# What is the angle of projection?

1. Dec 22, 2007

### cryptoguy

[SOLVED] simple projectile motion..

1. The problem statement, all variables and given/known data
A projectile is fired in such a way that its horizontal range is equal to 3 times its maximum height. What is the angle of projection?

2. Relevant equations
whole bunch for proj motion.

3. The attempt at a solution
I know that Dx = 3Dy. Let "t" be the time it takes for proj to reach max height.
Dy = Vy*t (vertical)
3Dy = 2Vx*t (horizontal)

Vy/Vx = (2t*dy)/(3t*dy) = 2/3

inverse tan (2/3) = 34 degrees, but the answer is 53.1 degrees. Any ideas what's wrong?
Thanks.

2. Dec 22, 2007

### Staff: Mentor

When Dy is max, Dx is only half the range.
The vertical motion is accelerated, not constant speed.
OK.

3. Dec 22, 2007

### cryptoguy

Ok lol what a stupid mistake about the Dy. But now I'm not sure what to do... I know Vf = Vi + at.

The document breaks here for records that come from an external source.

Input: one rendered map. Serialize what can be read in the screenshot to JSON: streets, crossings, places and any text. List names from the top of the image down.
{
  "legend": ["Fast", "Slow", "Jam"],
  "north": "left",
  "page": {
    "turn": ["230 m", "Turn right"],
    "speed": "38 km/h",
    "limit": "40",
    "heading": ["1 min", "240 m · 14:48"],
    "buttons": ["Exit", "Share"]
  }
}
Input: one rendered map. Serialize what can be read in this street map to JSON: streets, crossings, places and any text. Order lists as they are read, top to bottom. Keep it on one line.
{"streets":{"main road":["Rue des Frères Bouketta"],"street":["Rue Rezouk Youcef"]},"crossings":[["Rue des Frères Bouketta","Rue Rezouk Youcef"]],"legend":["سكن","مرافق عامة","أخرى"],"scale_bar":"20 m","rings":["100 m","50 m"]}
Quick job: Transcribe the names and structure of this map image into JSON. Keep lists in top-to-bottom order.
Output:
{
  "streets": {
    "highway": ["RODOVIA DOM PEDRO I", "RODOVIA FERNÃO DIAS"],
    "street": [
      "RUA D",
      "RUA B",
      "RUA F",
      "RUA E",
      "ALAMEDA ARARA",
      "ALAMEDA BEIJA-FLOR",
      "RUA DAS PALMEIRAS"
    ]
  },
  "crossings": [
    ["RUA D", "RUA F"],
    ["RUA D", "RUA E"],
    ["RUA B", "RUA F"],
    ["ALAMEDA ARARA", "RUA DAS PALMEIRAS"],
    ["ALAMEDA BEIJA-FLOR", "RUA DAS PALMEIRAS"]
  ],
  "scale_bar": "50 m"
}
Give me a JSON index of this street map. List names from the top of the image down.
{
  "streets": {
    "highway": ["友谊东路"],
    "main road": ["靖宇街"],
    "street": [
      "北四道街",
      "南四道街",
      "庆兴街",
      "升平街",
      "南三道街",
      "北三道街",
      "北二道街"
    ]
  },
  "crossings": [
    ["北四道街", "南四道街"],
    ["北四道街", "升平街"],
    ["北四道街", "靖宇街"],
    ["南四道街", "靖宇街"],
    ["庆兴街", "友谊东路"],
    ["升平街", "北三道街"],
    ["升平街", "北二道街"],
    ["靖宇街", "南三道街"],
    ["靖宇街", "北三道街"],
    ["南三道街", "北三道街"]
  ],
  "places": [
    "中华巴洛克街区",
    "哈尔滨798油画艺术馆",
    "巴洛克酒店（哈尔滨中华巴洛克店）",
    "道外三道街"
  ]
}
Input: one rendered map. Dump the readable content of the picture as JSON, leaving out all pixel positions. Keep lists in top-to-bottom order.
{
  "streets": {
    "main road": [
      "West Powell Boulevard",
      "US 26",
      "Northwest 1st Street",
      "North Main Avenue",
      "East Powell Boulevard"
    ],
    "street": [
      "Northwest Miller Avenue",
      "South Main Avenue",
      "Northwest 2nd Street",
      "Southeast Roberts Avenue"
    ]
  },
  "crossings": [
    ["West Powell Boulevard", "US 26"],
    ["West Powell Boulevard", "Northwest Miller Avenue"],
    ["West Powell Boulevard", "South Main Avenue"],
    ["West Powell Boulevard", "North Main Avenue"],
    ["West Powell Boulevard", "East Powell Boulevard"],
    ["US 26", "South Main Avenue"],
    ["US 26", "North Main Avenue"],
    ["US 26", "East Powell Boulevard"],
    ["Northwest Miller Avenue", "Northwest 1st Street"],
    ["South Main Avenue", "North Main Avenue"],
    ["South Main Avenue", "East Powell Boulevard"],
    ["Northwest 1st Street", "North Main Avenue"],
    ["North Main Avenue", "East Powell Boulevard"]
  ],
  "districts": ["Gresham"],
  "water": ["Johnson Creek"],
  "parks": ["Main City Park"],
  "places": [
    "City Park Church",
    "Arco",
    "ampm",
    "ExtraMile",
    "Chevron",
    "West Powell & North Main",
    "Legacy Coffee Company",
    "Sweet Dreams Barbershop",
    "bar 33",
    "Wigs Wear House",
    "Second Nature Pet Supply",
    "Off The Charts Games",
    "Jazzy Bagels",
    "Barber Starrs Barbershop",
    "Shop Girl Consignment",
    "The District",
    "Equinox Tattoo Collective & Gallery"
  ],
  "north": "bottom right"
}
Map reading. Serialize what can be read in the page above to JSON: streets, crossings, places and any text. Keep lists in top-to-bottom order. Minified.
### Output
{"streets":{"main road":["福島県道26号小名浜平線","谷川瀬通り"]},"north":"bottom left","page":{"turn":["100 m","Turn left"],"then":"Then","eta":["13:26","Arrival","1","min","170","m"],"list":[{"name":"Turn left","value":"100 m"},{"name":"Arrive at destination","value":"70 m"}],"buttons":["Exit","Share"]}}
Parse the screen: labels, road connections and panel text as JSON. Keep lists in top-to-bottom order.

So Vy = 9.8t, and it still doesnt help me solve Vy/Vx cuz I get (9.8t^2)/(3Dy). Thank you for any help

4. Dec 23, 2007

### Staff: Mentor

Hint: If Vy is the intial speed (in the vertical direction), find the average speed during the rise to maximum height. Dy will equal average speed x time.

5. Dec 23, 2007

### cryptoguy

aha got it thank you for your help.